The whistleblower in a hedge fund advisor case recently received a $600,000 award from the U.S. Securities and Exchange Commission (SEC). The case involved allegations that the hedge fund owner made improper transactions with an affiliated broker dealer that she owned, without disclosing the affiliation to her client. The company’s head trader reported the actions to the SEC and the owner retaliated against him repeatedly, leading to his resignation from employment.
In response to the SEC’s finding of wrongdoing, the hedge fund agreed to pay $2 million in settlement costs, which includes a $300,000 penalty, along with $1.7 million in disgorgement and approximately $180,000 in interest. Under the Dodd Frank Act, the SEC awarded the whistleblower the maximum allowable percentage of the settlement amount.
The Dodd-Frank Act
The Dodd-Frank Wall Street Reform and Consumer Protection Act became law in July of 2012. The legislation was created in response to financial concerns that brought about the recession and it includes strict regulation standards on financial institutions. It also protects whistleblowers who provide the SEC with information about wrongdoing. Additionally, if the reported information leads to at least $1 million in sanctions, the whistleblower may receive compensation. Awards can range from 10% to 30% of the total sanction amount.

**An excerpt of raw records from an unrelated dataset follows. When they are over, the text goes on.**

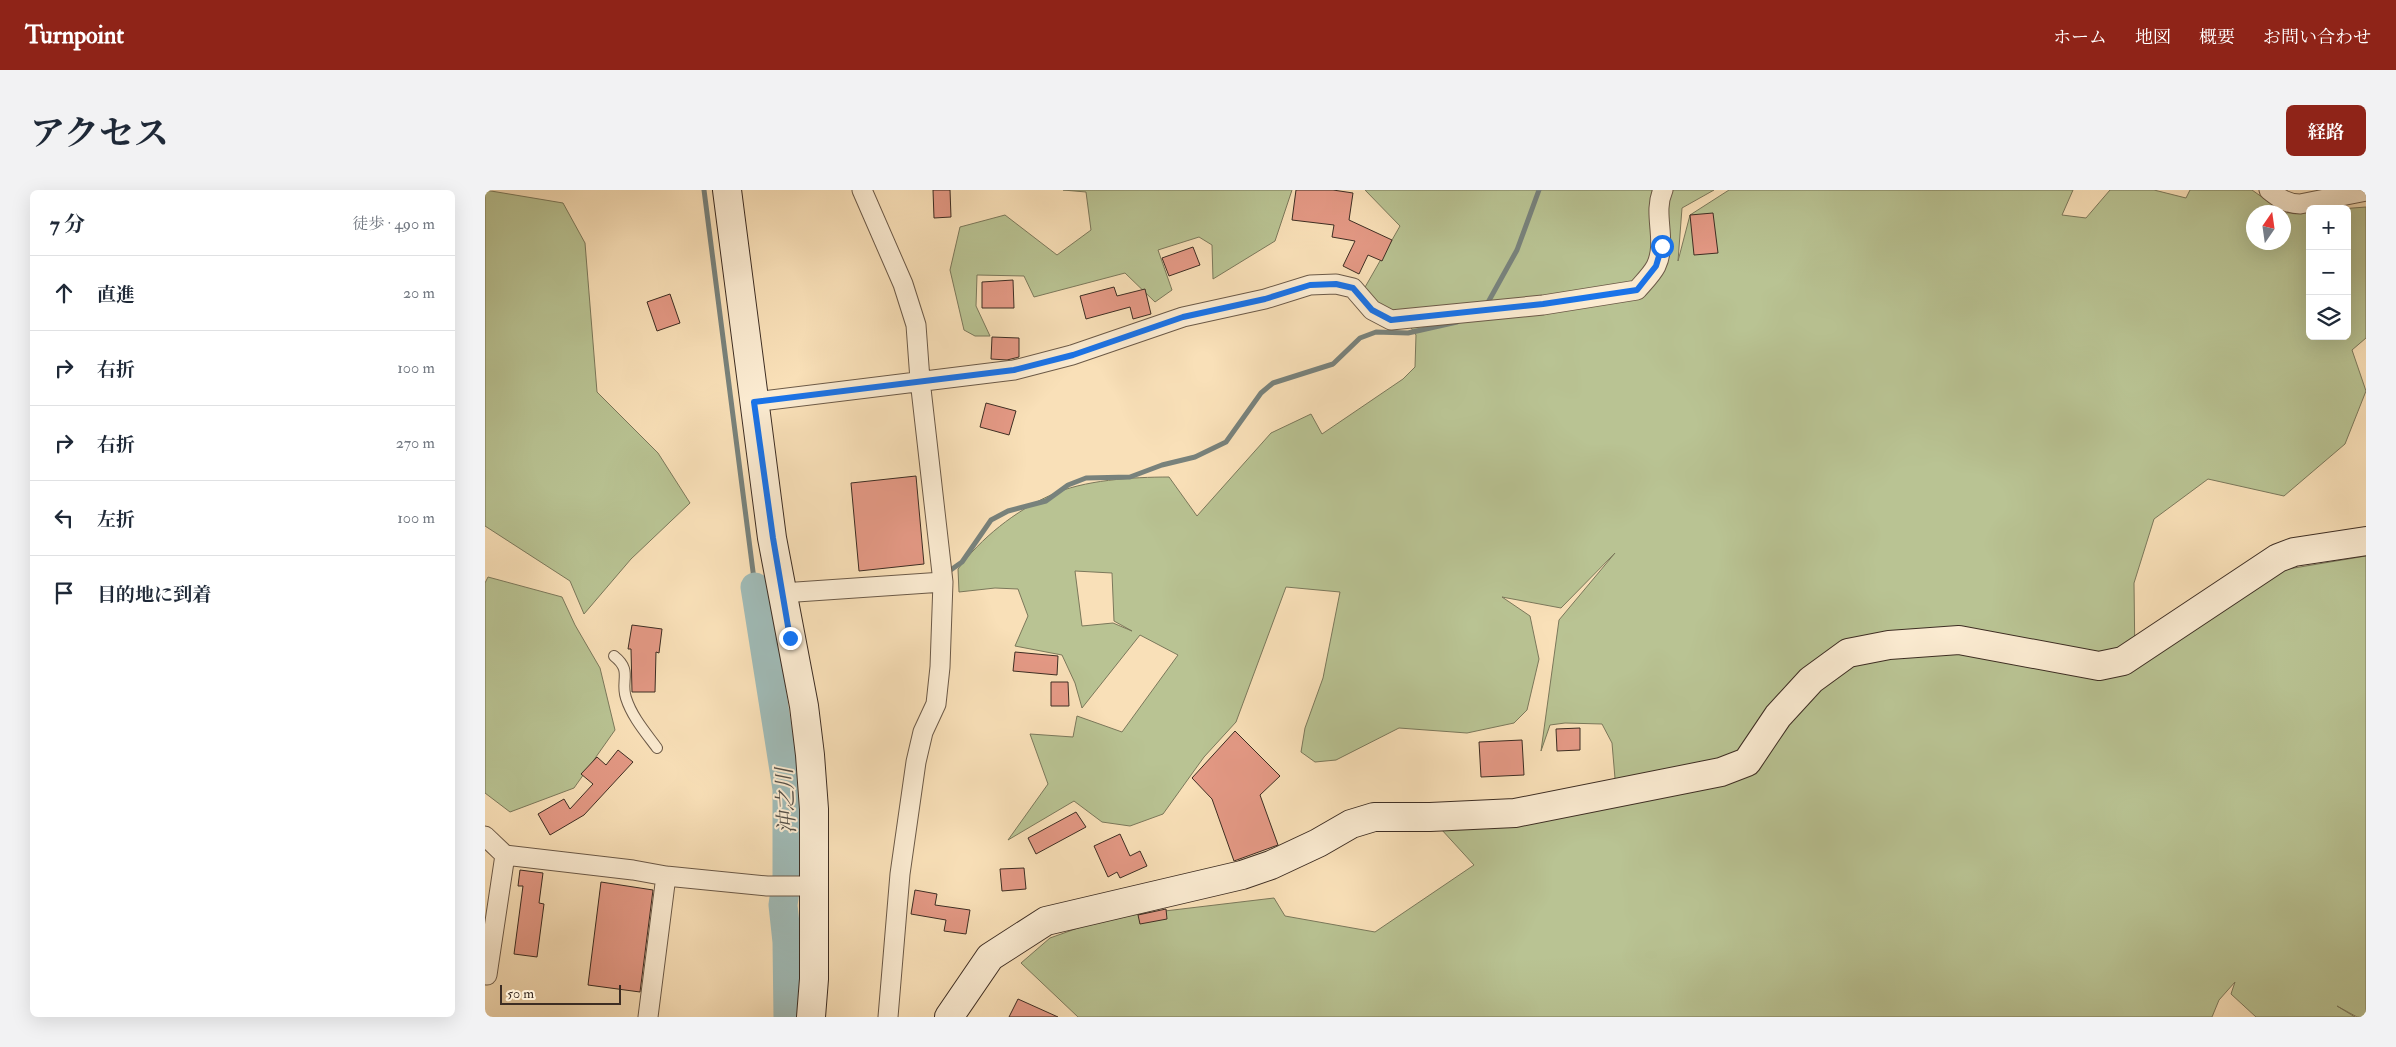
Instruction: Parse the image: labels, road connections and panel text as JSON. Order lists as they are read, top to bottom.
{
  "water": ["沖之川"],
  "scale_bar": "50 m",
  "north": "top",
  "page": {
    "header": "Turnpoint",
    "nav": [
      "ホーム",
      "地図",
      "概要",
      "お問い合わせ"
    ],
    "title": "アクセス",
    "buttons": "経路",
    "heading": ["7 分", "徒歩 · 490 m"],
    "map_buttons": ["+", "−"],
    "list": [
      ["直進", "20 m"],
      ["右折", "100 m"],
      ["右折", "270 m"],
      ["左折", "100 m"],
      "目的地に到着"
    ],
    "scale": "50 m"
  }
}
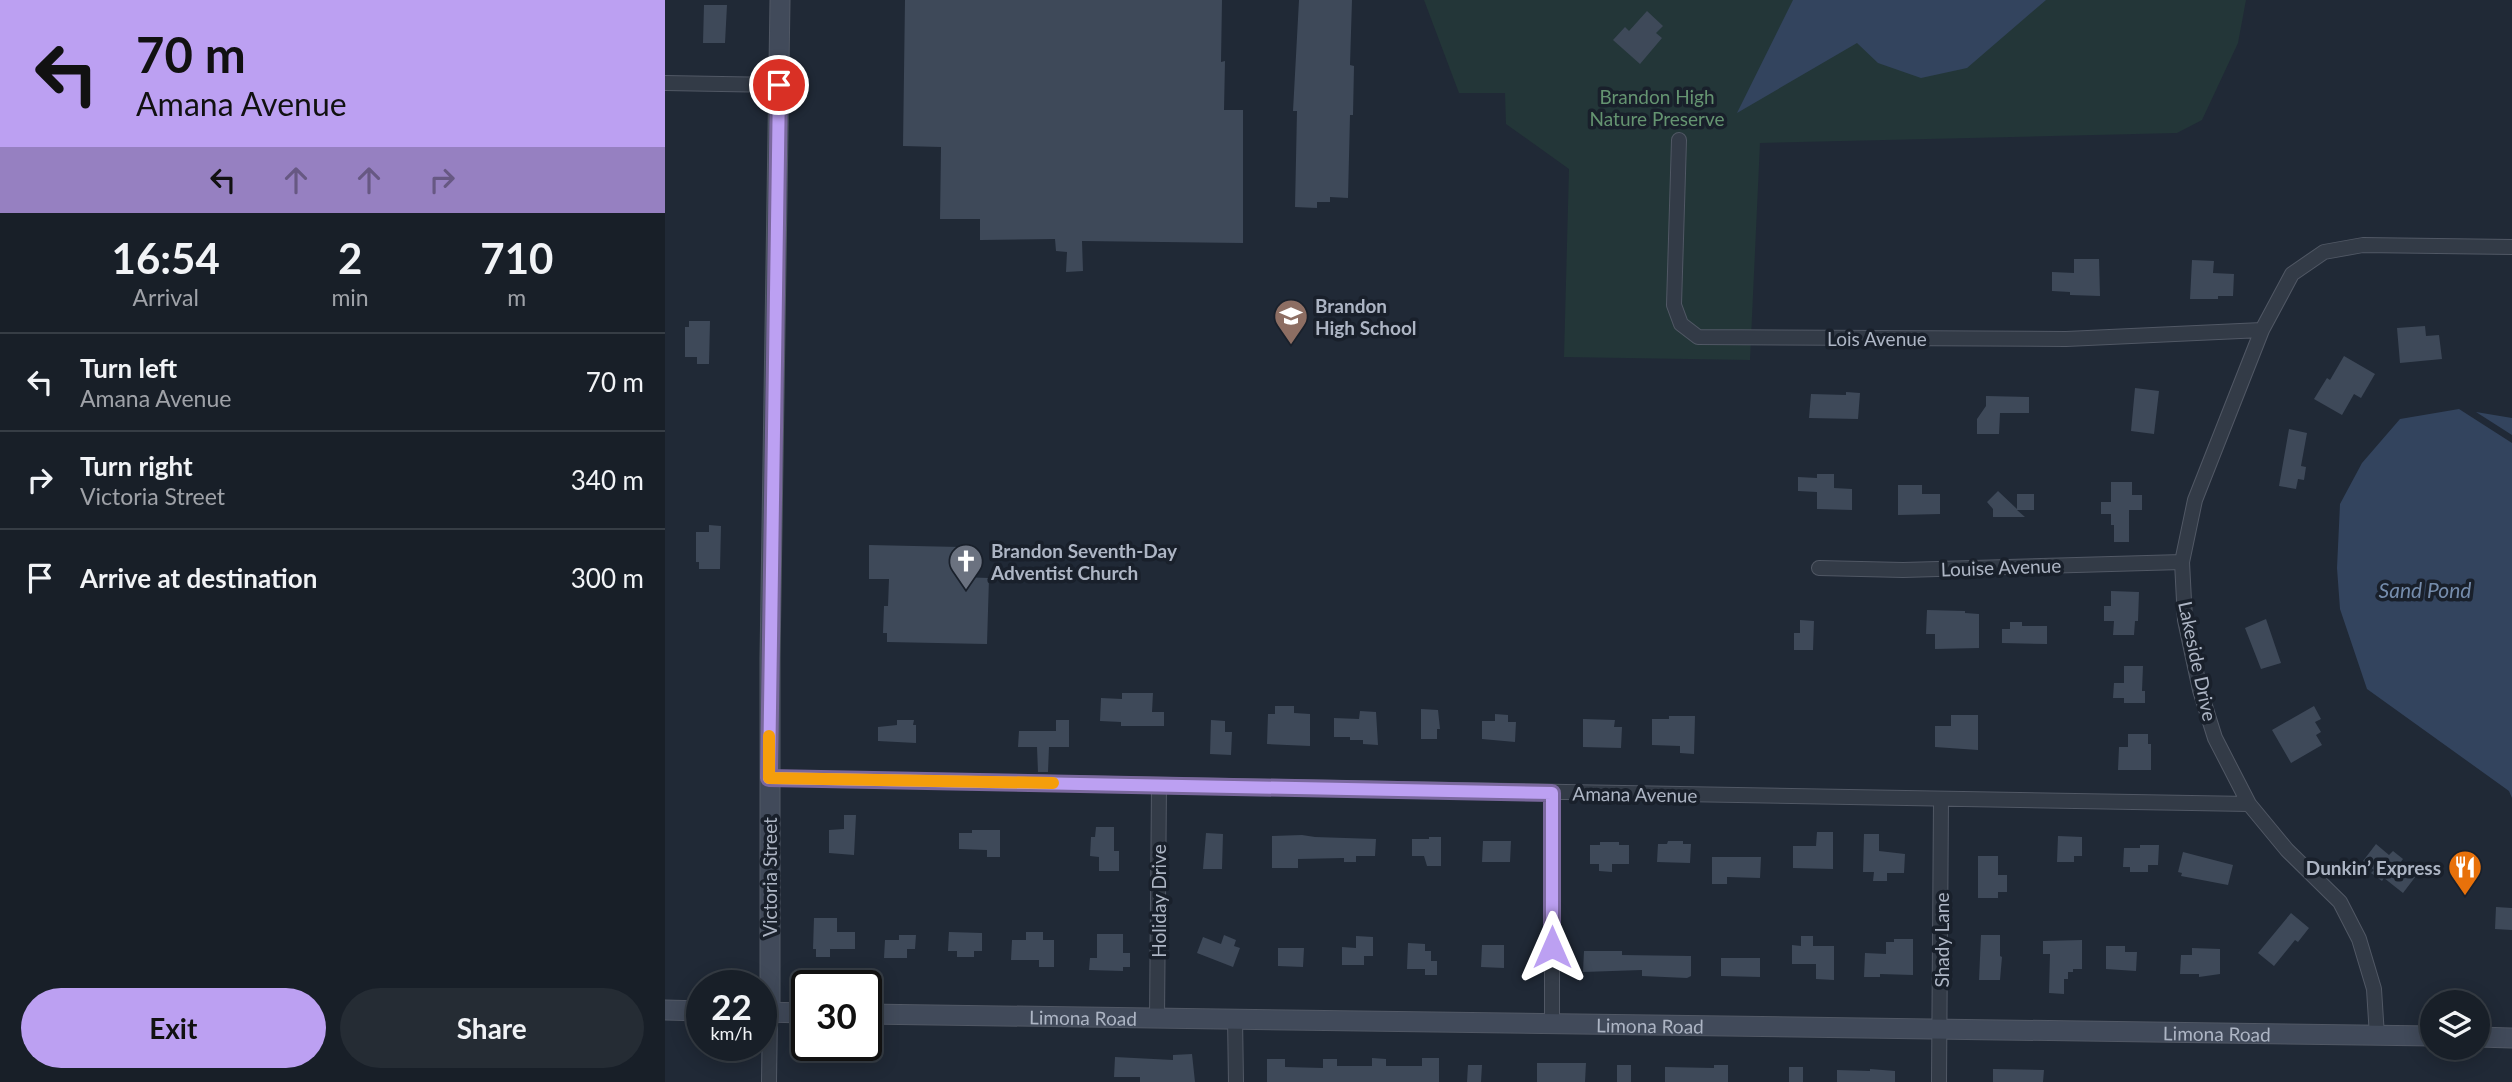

The Implications of the Award
The award in this case represents 30% of the settlement amount, which is the maximum allowable payment. The SEC is sending a strong message to employers that they will be held accountable for retaliation against whistleblowers. According to reports, the SEC whistleblower chief hopes that the substantial award in this case will influence other financial institution employees to report wrongdoing free from fear of retaliation by their employers.